Following two convictions are still negotiable, but will be relative harder to convince us otherwise.
(1) We do not hold that religious doctrines should be immune from criticism. We tend to be careful not to hurt religious feelings too much, but there is no such guarantee.
(2) We do not believe that we need to know something inside out before criticizing it. Please do not blame us for criticizing something without knowing it fully. Knowing it fully is relative position anyway. Rather than blaming us for the action of criticizing, please feel free to criticize our point of view regarding the matter and educate us.
Rationale of the asphalt rule: 9 out of 10 times (ok, we made that statistic up, but you get the point) over-the-top religious/philosophical mumbo jumbo is actually worthless if not harmful. Challenging or outright rejection of such is good for keeping the ideological landscape relatively clean. There is a risk that you may be subsequently proven wrong; given the odds, it is a valid risk to take.
Refer Kalama Sutta (http://en.wikipedia.org/wiki/Kalama_Sutta) for complementing rule of skeptical inquiry.
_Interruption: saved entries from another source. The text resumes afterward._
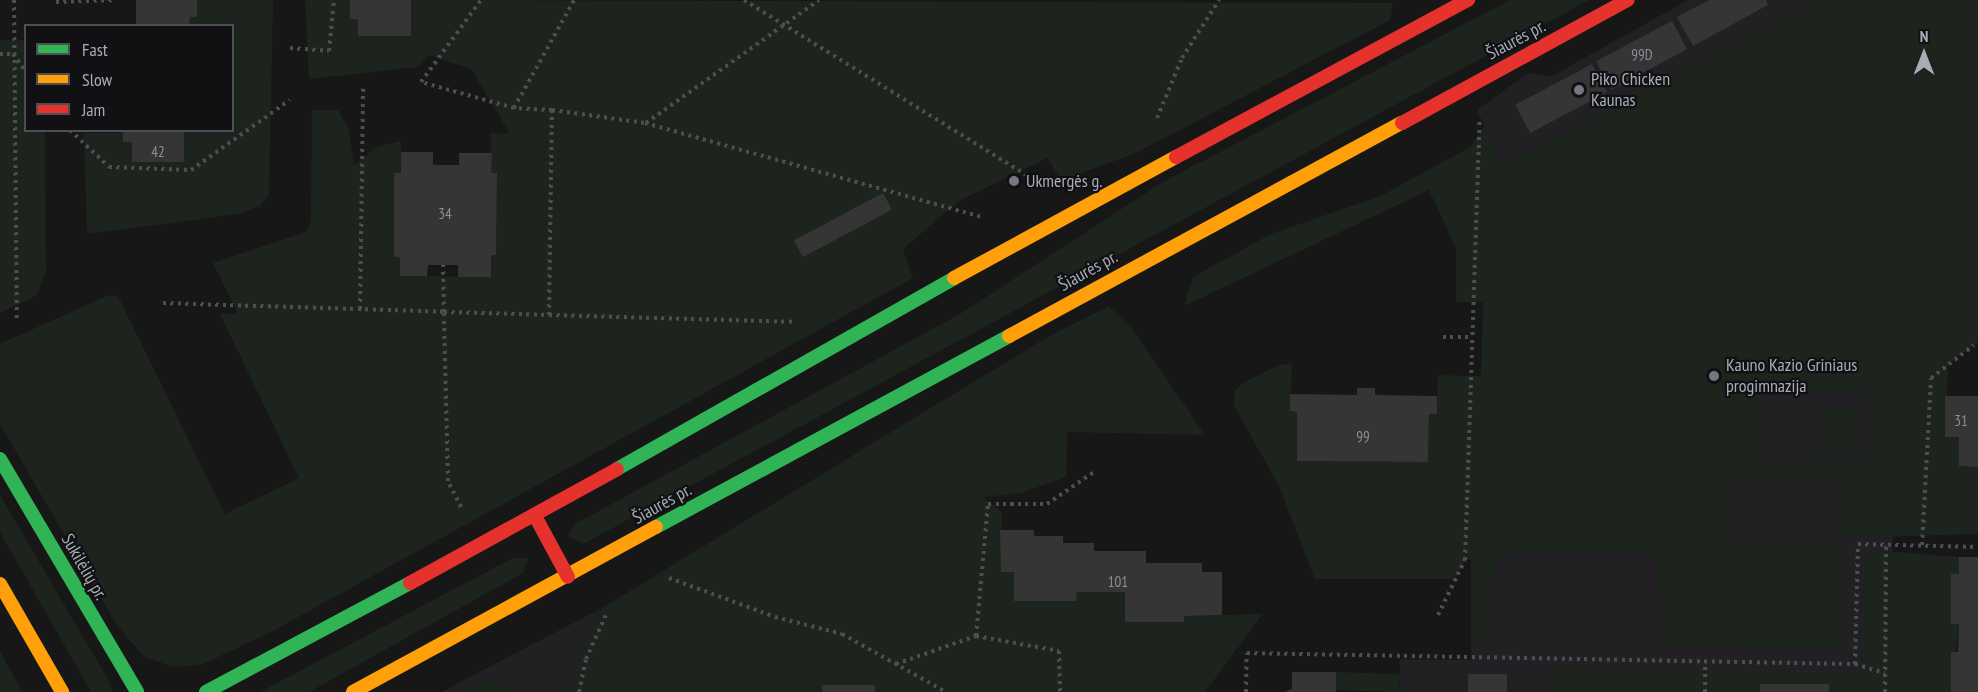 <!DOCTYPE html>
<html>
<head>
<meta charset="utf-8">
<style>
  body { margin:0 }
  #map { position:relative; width:1978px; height:692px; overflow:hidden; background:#171717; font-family:"PT Sans Narrow",sans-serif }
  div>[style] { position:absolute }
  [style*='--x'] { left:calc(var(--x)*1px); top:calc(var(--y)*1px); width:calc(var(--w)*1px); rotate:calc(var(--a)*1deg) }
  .built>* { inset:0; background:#212123 }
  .green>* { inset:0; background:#1d241e; transform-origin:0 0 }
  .building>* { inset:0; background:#353536; transform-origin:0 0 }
  .path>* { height:4px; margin-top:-2px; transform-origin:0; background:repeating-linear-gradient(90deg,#4d4e52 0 3px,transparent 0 7.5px) }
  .fast>* { height:14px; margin:-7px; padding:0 7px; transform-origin:7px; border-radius:7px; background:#30b455 }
  .slow>* { height:14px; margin:-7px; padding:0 7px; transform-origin:7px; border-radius:7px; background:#ff9f0a }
  .jam>* { height:14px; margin:-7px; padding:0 7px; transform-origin:7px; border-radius:7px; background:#e5322d }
  .dots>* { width:16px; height:16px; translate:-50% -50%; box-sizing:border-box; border:3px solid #111113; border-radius:50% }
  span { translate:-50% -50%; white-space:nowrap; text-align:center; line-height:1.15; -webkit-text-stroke:4.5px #111113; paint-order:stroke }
  .number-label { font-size:15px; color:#8b8f98 }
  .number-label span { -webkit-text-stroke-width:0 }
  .street-label { font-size:18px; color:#a8adb8 }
  .poi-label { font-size:18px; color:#a8adb8 }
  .left { translate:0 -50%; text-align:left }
  .legend { position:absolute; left:24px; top:24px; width:210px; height:108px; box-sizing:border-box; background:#111113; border:2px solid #4d4f55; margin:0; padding:8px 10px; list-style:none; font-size:18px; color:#a8adb8 }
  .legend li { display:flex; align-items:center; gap:12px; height:30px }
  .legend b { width:30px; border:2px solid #4d4f55 }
  .north { position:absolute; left:1894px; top:24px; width:60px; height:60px; -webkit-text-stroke:4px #111113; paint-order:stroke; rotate:0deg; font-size:16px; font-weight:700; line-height:24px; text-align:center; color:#a8adb8 }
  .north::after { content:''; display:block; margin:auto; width:21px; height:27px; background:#a8adb8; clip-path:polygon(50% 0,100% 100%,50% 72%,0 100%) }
</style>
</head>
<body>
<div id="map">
  <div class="built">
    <i style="clip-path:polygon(1688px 0,1823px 0,1502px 164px,1477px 110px,1528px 73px,1552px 76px)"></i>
    <i style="clip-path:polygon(1978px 0,1893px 322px,1892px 692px,1400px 692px,1400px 659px,1471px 660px,1472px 431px)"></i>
    <i style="clip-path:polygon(602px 608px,566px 692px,442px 692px,481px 671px)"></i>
  </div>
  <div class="green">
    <i style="clip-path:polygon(197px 0,273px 0,269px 194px,260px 206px,239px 214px,87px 234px,84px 133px,123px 133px,132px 142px,132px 162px,184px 162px,184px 131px,232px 130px,232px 26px,189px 25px,190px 17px,197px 17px)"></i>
    <i style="clip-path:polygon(305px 0,350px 0,350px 19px,358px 19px,358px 36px,411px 36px,411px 0,1393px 3px,1390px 20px,1136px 153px,1062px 180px,1047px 158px,959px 201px,903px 249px,913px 278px,269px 633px,201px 665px,173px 667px,143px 656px,115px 622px,0 424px,0 344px,109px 295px,118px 296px,225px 514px,299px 478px,220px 314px,238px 314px,213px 263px,306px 232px,311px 220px,312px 110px,338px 110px,349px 130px,354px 166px,376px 147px,401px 141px,401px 173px,394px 174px,394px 256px,400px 257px,400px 276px,491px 277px,491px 255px,496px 255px,497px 174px,491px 173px,491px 133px,510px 134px,471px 69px,429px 55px,418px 67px,309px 79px)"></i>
    <i style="clip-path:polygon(1510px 0,1589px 0,583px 544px,568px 536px,575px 524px,960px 314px,1163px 182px)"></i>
    <i style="clip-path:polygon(evenodd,1823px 0,1978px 0,1978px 342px,1948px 365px,1945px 437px,1959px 437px,1959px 466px,1978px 467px,1978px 534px,1838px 538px,1839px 475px,1725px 476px,1725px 542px,1838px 543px,1839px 557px,1843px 557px,1843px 646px,1660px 645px,1658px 553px,1510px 554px,1493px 566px,1492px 640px,1471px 640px,1471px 560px,1465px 560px,1456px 579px,1315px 579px,1279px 486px,1233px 404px,1235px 391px,1241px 384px,1279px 365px,1292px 364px,1290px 411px,1297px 412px,1297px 461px,1428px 462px,1429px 414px,1437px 413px,1438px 375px,1481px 376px,1483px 302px,1456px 302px,1456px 248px,1429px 190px,1184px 306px,1193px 277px,1271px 234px,1381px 196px,1470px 147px,1485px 126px,1502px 164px,1823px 0,1756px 392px,1869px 392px,1869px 459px,1756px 459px,1756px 392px)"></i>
    <i style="clip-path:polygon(0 40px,25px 40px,26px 130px,45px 131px,46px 271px,37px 295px,0 313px)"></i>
    <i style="clip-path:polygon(1109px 306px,1133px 330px,1205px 435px,1067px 432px,1066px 477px,1021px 493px,983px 497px,1002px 513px,1001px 572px,1014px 572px,1014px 601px,1076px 601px,1076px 592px,1125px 592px,1126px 622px,1184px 622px,1184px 616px,1263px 614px,1205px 692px,875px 692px,822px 685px,822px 692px,566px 692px,602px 608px,1046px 338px)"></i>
    <i style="left:1821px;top:409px;width:37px;height:43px"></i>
    <i style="clip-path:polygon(0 495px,109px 681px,112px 692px,91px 692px,0 532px)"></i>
    <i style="clip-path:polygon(1899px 552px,1959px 557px,1959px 574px,1951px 574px,1951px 624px,1959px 624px,1951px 692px,1829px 692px,1760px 684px,1760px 692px,1552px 692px,1552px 667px,1861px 673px,1863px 553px)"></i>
    <i style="clip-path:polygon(513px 558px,528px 558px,523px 573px,309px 692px,260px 692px)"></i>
    <i style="clip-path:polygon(0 651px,22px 692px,0 692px)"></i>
    <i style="left:1336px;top:672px;width:64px;height:18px;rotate:2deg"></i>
    <i style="clip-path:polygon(489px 679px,504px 681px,513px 692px,465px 692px)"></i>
  </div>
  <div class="building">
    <i style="clip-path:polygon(136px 0,197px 0,197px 17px,190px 17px,189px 26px,136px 26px)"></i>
    <i style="clip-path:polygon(350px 0,411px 0,411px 36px,358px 36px,358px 19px,350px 19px)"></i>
    <i style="clip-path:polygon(1709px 0,1766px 0,1768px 5px,1693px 46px,1677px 17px)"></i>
    <i style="left:1672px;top:21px;width:32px;height:86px;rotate:62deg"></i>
    <i style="left:1592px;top:64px;width:32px;height:87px;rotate:62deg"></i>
    <i style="clip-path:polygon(123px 130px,184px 130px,184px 162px,132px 162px,132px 142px,123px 142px)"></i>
    <i style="clip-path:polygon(401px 152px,433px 152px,433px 165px,459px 165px,459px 153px,492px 153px,491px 173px,497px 173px,496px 255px,491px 255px,491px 277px,458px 277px,458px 265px,428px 265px,427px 276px,400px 276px,400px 257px,394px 257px,394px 173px,401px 173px)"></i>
    <i style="left:883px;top:193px;width:19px;height:101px;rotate:62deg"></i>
    <i style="clip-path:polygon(1357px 388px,1375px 388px,1375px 395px,1437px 396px,1437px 414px,1429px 414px,1428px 462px,1297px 461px,1297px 412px,1290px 411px,1290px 394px,1357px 395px)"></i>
    <i style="clip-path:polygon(1945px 396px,1978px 396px,1978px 467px,1959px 466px,1959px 437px,1945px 437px)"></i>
    <i style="clip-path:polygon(1000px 530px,1034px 530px,1034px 536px,1063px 536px,1063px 543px,1094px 543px,1094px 551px,1146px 551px,1146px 563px,1202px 563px,1202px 572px,1222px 572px,1222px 615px,1184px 616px,1184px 622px,1125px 622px,1125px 592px,1076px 592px,1077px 601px,1014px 601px,1014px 572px,1001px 572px)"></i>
    <i style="clip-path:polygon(1959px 557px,1978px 557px,1978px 692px,1951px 692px,1951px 652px,1958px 652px,1959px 624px,1951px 624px,1951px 574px,1959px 574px)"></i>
    <i style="clip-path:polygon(1292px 672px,1336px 672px,1336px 692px,1284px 692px,1292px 689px)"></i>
    <i style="left:1468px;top:674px;width:39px;height:18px"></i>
    <i style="left:1760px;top:684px;width:69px;height:8px"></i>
    <i style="left:822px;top:685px;width:53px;height:7px"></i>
  </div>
  <div class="path">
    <i style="--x:14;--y:0;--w:321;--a:89.5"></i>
    <i style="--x:744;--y:0;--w:351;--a:31.8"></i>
    <i style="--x:56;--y:2;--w:59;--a:-1.9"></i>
    <i style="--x:290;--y:48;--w:39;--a:4"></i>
    <i style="--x:329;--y:51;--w:51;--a:-84.4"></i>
    <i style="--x:0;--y:54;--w:13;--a:0"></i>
    <i style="--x:13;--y:54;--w:22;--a:54"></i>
    <i style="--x:514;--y:108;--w:124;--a:-60.9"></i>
    <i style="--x:552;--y:110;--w:94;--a:8"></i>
    <i style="--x:645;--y:123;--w:350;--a:15.6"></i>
    <i style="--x:1157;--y:118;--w:65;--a:-67.4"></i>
    <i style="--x:1182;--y:58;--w:69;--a:-57.5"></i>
    <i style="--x:646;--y:123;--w:212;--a:-35.4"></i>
    <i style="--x:70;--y:130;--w:54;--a:43.5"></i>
    <i style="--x:109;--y:167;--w:82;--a:2.1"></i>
    <i style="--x:191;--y:170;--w:121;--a:-35.3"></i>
    <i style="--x:163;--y:303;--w:281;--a:1.8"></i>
    <i style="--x:444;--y:312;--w:47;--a:-91.2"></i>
    <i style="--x:360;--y:309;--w:225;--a:-89.2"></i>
    <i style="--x:549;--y:315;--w:245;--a:1.6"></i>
    <i style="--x:1443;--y:337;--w:30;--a:0"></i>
    <i style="--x:461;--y:507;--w:29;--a:-117"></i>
    <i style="--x:448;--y:481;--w:169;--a:-91.4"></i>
    <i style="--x:444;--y:312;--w:105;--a:1.6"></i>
    <i style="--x:549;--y:315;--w:205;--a:-89.2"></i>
    <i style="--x:552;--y:110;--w:38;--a:-177"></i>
    <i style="--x:514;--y:108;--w:97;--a:-164.4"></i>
    <i style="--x:421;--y:82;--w:102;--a:-53.8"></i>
    <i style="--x:1922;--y:545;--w:167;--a:-86.9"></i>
    <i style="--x:1931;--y:378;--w:54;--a:-37.5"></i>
    <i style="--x:669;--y:578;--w:113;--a:20.2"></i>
    <i style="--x:775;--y:617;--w:69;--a:14.2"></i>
    <i style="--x:842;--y:634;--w:119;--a:29.1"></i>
    <i style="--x:1438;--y:615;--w:61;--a:-63.9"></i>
    <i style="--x:1465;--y:560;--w:441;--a:-88.1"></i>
    <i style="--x:976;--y:636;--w:84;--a:10.2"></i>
    <i style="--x:1059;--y:651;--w:41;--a:88.6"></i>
    <i style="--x:896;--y:664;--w:85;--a:-19.3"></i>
    <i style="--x:976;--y:636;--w:133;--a:-84.8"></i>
    <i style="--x:988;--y:504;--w:59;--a:0"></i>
    <i style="--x:1047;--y:504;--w:57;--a:-34.2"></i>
    <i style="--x:1855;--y:664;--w:31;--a:17"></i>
    <i style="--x:579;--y:692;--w:34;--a:-78"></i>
    <i style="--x:586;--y:659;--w:48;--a:-65.6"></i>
    <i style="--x:1246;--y:692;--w:39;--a:-89"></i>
    <i style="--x:1247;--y:653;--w:608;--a:1.04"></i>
    <i style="--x:1855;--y:664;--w:120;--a:-88.6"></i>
    <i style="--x:1858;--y:544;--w:120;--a:1.4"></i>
    <i style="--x:1705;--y:692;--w:30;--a:-90"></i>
    <i style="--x:1885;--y:692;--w:147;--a:-89.6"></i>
  </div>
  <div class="fast">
    <i style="--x:0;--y:459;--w:270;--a:59.5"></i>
    <i style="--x:617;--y:469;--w:387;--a:-29.5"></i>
    <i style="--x:656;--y:527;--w:401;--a:-28.4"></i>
    <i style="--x:206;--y:692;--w:231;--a:-28.1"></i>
  </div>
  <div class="slow">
    <i style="--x:954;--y:278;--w:253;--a:-28.6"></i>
    <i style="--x:1009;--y:336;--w:447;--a:-28.5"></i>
    <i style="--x:0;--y:584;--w:125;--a:60.1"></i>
    <i style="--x:353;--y:692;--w:345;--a:-28.6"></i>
  </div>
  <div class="jam">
    <i style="--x:1402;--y:123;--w:257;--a:-28.6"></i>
    <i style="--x:1176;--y:157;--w:332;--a:-28.3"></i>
    <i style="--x:535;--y:516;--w:69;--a:61.6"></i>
    <i style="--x:410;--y:583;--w:236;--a:-28.8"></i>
  </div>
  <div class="dots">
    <i style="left:1579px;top:90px;background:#757880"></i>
    <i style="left:1014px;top:181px;background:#757880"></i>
    <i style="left:1714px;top:376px;background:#757880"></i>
  </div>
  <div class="number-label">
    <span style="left:1642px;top:55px">99D</span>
    <span style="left:158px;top:152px">42</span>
    <span style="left:445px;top:214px">34</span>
    <span style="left:1961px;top:421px">31</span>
    <span style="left:1363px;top:437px">99</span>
    <span style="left:1118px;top:582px">101</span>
  </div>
  <div class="street-label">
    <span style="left:1516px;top:40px;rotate:-28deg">Šiaurės pr.</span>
    <span style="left:1088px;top:271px;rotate:-29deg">Šiaurės pr.</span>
    <span style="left:662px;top:504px;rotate:-29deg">Šiaurės pr.</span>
    <span style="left:84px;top:567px;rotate:60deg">Sukilėlių pr.</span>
  </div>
  <div class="poi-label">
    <span class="left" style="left:1591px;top:90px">Piko Chicken<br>Kaunas</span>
    <span class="left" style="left:1026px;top:181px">Ukmergės g.</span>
    <span class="left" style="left:1726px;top:376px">Kauno Kazio Griniaus<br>progimnazija</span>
  </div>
  <ul class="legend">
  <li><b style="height:8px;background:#30b455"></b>Fast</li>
  <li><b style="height:8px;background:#ff9f0a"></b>Slow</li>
  <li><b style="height:8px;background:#e5322d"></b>Jam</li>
  </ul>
  <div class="north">N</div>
</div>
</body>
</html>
If a group of educated elites suddenly started saying that they have been contacted by very advance alien civilization, and they are the first few people to receive the gift of new knowledge from the aliens, and started preaching the new path to salvation, great many people would reject their claim and label them “nut jobs” immediately. We might do the same. Perhaps we will be careful not to label them nut jobs, but skepticism and rejection will be our first reaction, until we are convinced that they are indeed making a lot of sense and advance alien civilizations do exist after all.